Cet homme, dont Appien parle seul avec intelligence, était Harpalus, fils de Machatas ; né en Macédoine d’un sang illustre, il avait été élevé avec le fils de Philippe à la cour de Pella. A l’époque où Alexandre avait été forcé, par les intrigues de la nouvelle épouse de son père, de fuir en Épire avec Olympias, sa mère, Harpale, dévoué au jeune prince et prévoyant sans doute sa haute fortune,’s’était enfui avec Alexandre, ainsi que ses autres amis, Ptolémée, Néarque, Érigène et Laomédon. A mesure que sa fortune avait grandi, Alexandre avait grandi ses amis avec elle. Néarque avait eu le gouvernement de l’Ionie jusqu’au mont Taurus, Érigène le commandement de la cavalerie auxiliaire ; Laomédon, qui parlait les langues d’Asie, l’inspection générale des prisonniers après les victoires du Granique et d’Issus ; Harpale, que la délicatesse de sa constitution éloignait du service militaire, avait été chargé de l’administration générale des trésors de l’armée. II y avait signalé une grande portée d’esprit et une précision de mesures qui enlevaient à Alexandre ce lourd souci des conquérants. Alexandre l’avait laissé à Tharse, point central de l’Asie Mineure, où Harpale pouvait surveiller à la fois l’Ionie, la Phrygie, la Cappadoce, la Cilicie, la Syrie, l’Égypte, recueillir les impôts de ces riches conquêtes et pourvoir à la solde des corps d’armée qui venaient de Grèce ou de Macédoine rejoindre le roi en Asie.

On ne sait par quelle intrigue d’un certain Tauriscus, familier du roi d’Épice, ou par quelle mobilité du caractère d’Harpale cette amitié de jeunesse entre Alexandre et lui avait été altérée jusqu’à la défection.

VIII

A l’époque où les Lacédémoniens, les grecs des îles de l’Archipel et les Perses de l’Ionie avaient réuni leurs flottes contre Alexandre, engagé en Cilicie, et où la Grèce ébranlée avait paru se détacher de son généralissime macédonien, Harpale lui-même avait abandonné son emploi à Tharse et s’était réfugié en Épire parmi les ennemis de ce prince. Il faut qu’Alexandre eût reçu des explications plus ou moins plausibles de cette défection pour qu’il ait cherché à tout prix à rappeler Harpale de son exil volontaire, et pour lui avoir confié de nouveau l’administration générale de toutes ses finances. L’histoire est muette sur ces motifs. L’ancienne amitié et la merveilleuse aptitude d’Harpale à ce maniement des grandes affaires sont les plus vraisemblables. Quoi qu’il en soit, Harpale, à la sollicitation d’Alexandre, reprit son ministère des finances du jeune conquérant, comme Antipater, dont il avait à se défier également, continua son ministère de la guerre.

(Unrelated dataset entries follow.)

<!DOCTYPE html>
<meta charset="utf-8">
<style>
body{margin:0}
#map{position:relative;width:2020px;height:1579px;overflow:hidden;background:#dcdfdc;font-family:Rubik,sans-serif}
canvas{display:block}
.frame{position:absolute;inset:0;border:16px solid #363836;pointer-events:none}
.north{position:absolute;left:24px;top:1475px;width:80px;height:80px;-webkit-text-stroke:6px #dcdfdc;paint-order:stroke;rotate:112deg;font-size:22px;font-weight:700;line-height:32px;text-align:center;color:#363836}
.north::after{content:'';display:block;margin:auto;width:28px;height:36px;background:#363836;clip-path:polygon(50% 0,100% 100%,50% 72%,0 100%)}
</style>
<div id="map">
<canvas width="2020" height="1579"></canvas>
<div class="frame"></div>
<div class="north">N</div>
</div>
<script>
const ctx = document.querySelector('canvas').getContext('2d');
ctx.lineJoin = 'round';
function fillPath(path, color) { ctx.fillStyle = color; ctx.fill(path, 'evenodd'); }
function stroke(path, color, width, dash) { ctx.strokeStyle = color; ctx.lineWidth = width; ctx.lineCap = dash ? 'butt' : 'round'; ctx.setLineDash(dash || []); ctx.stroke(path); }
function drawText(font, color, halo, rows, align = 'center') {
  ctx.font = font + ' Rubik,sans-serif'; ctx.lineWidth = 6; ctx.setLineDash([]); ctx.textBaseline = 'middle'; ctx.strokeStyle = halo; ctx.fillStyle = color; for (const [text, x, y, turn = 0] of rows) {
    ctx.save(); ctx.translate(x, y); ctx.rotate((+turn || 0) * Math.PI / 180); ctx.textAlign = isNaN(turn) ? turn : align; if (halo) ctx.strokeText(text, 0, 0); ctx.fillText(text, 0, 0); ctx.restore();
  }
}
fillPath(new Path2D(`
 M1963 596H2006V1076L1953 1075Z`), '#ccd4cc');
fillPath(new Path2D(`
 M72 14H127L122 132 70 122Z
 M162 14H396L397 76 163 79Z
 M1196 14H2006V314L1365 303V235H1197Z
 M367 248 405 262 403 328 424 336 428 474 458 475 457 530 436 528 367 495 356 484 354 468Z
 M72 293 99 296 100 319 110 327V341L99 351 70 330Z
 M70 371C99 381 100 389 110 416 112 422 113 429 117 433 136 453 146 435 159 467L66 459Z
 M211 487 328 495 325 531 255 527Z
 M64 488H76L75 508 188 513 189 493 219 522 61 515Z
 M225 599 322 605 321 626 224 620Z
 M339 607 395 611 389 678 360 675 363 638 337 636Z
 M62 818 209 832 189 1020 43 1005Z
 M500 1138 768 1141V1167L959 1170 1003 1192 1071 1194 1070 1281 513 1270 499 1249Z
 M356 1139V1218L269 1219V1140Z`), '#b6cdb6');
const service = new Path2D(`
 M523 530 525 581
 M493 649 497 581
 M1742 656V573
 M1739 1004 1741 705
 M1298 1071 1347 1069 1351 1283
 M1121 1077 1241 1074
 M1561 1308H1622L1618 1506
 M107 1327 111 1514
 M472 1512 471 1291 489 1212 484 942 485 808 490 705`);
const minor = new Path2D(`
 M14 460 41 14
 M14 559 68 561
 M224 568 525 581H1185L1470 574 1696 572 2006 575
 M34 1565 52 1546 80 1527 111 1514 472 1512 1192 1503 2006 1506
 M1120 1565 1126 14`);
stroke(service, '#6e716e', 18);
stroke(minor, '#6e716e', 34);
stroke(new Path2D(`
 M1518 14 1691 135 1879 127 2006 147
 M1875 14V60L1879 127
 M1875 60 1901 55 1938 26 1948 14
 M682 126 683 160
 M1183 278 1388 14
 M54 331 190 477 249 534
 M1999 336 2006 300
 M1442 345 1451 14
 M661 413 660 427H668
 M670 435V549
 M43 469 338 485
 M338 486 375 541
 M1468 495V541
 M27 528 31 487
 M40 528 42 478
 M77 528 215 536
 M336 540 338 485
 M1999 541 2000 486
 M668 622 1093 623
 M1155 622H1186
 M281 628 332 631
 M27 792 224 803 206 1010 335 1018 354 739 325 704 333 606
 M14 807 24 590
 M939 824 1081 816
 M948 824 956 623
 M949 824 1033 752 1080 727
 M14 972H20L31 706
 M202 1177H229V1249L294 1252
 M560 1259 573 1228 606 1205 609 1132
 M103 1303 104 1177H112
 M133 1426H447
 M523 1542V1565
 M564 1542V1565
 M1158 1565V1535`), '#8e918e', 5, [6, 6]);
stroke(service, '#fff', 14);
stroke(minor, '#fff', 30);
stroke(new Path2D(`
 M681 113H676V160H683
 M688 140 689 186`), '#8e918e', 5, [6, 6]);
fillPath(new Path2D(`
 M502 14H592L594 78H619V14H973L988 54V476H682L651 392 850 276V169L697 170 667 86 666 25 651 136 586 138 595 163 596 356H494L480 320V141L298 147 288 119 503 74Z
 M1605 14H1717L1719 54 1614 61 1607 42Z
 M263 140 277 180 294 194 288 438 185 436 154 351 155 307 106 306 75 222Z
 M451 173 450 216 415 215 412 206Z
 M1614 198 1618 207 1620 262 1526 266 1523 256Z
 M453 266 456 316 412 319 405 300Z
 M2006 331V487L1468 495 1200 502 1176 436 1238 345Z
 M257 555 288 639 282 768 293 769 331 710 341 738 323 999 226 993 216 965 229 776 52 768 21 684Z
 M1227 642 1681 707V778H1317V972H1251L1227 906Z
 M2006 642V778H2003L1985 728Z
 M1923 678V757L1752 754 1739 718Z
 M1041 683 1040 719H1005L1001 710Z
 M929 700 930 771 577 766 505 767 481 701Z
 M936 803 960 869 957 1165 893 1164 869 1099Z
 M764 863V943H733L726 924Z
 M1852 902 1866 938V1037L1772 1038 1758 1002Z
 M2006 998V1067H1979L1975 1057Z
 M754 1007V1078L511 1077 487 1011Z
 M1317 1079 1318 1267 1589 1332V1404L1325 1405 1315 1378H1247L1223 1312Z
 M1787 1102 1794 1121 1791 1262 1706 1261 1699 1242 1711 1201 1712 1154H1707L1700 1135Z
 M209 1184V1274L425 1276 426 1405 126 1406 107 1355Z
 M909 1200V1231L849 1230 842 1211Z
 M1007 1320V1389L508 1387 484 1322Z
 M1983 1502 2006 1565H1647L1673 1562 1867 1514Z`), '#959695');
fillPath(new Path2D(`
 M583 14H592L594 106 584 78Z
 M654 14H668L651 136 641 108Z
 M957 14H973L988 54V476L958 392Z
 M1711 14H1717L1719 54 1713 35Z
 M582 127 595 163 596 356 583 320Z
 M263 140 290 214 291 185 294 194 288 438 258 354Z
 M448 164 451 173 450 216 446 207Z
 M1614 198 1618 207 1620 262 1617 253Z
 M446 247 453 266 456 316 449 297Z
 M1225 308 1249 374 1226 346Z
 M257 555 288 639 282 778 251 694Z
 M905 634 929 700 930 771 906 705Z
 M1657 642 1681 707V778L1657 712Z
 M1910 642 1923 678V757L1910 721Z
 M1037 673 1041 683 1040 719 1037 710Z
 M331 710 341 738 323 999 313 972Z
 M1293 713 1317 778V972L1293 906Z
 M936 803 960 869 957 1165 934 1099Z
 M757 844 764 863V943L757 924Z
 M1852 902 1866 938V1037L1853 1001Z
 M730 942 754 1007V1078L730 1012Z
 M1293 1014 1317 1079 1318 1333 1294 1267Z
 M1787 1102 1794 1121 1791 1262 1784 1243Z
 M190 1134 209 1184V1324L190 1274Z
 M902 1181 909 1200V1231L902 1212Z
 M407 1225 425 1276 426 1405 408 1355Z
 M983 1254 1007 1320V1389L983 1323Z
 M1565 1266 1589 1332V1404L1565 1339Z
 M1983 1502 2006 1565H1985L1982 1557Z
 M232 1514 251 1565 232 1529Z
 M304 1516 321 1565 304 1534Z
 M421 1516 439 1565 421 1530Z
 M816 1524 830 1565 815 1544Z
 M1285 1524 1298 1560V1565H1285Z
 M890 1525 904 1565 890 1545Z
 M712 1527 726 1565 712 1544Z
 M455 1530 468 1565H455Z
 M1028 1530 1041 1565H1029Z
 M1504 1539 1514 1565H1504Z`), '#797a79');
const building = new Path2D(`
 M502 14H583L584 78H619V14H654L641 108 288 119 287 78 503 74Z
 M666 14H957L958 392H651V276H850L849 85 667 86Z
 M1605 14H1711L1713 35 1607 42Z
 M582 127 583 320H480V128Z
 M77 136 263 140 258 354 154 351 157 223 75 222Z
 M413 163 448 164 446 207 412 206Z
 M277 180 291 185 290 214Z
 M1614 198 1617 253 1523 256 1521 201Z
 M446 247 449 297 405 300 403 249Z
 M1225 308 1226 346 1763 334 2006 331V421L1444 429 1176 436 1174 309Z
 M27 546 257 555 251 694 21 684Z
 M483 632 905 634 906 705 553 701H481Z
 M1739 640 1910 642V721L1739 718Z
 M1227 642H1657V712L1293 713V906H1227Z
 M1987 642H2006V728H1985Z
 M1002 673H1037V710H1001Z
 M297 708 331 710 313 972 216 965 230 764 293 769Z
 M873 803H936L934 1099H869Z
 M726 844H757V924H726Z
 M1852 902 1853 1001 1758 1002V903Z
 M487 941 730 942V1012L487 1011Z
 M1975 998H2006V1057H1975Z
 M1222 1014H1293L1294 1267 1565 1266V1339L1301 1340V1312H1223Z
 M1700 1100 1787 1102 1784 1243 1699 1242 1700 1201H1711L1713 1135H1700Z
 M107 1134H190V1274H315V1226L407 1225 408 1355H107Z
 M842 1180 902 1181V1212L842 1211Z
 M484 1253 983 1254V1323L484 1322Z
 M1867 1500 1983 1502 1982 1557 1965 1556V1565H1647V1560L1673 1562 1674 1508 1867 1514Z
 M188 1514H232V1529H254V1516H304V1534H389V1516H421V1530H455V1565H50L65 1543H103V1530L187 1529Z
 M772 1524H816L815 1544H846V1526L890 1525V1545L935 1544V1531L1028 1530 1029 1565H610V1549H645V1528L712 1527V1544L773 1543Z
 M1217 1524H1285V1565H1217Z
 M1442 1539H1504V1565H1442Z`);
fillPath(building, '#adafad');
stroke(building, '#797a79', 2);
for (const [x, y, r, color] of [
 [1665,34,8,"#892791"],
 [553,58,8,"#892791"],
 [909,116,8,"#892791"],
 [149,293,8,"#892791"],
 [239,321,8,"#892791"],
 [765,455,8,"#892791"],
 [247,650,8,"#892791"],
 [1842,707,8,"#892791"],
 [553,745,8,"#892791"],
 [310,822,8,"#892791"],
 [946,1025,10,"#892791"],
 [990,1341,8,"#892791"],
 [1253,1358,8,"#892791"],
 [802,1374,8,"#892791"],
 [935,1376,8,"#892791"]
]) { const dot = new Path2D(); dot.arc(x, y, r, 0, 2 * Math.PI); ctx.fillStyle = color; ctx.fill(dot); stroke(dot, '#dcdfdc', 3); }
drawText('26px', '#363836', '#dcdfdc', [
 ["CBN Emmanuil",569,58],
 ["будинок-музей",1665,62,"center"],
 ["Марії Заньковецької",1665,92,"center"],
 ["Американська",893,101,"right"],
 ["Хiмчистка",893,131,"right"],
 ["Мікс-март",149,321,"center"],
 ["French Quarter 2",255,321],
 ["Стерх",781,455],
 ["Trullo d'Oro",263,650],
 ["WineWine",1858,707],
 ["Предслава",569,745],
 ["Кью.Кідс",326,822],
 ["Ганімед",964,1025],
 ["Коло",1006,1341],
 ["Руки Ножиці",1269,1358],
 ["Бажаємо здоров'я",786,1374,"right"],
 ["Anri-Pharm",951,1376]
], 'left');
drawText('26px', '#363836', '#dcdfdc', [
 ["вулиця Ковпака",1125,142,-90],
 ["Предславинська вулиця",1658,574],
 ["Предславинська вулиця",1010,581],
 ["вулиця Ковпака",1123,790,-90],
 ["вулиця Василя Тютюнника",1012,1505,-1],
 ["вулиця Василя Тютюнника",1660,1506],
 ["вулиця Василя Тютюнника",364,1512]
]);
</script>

On entrevoit beaucoup d’analogie dans cet Harpale, homme consommé, ambigu, marchandant ses services, laissant douter de sa fidélité, mais nécessaire, et le Lucullus de César ou le Talleyrand de Napoléon. Les grandes entreprises ont besoin de grands instruments, et ces instruments, aussi forts que la main qui les manie, commandent quelquefois à leur maître. Telle parait avoir été la situation d’Harpale.

IX

La marche d’Alexandre, d’Égypte à Arbelles et à Babylone, est inintelligible dans le plus épique des historiens d’Alexandre, Quinte-Curce. Cet historien semble faire marcher une armée de soixante mille hommes par des chemins imaginaires et à travers des distances anéanties de Memphis en Babylonie. Sainte-Croix lui-même, le commentateur le plus érudit et le plus consciencieux de tous les documents antiques sur cette quatrième campagne de son héros, ne donne aucun renseignement satisfaisant sur cette longue route militaire. Appien lui-même transporte tout d’une haleine l’armée d’Alexandre du Nil sur l’Euphrate, sans expliquer assez comment Alexandre atteignit l’Euphrate et dans quel site il passa ce fleuve.

Voici son texte :

On avait commencé à jeter deux ponts sur l’Euphrate ; mais alors Mazée, chargé par Darius de défendre le fleuve, paraissant sur la rive opposée avec trois mille chevaux, dont deux mille stipendiés grecs, les Macédoniens craignirent d’abord qu’on n’achevât cet ouvrage. Mais, à l’approche du conquérant, Mazée ayant pris la fuite avec les siens, on termina les ponts, sur lesquels Alexandre passa avec toute son armée. Il s’avance à travers la Mésopotamie, laissant à sa gauche l’Euphrate et les montagnes d’Arménie, ne marchant point de l’Euphrate vers Babylone par la route directe, mais choisissant celle qui, plus facile, fournissait abondamment des vivres, des fourrages, et où les chaleurs étaient plus tolérables.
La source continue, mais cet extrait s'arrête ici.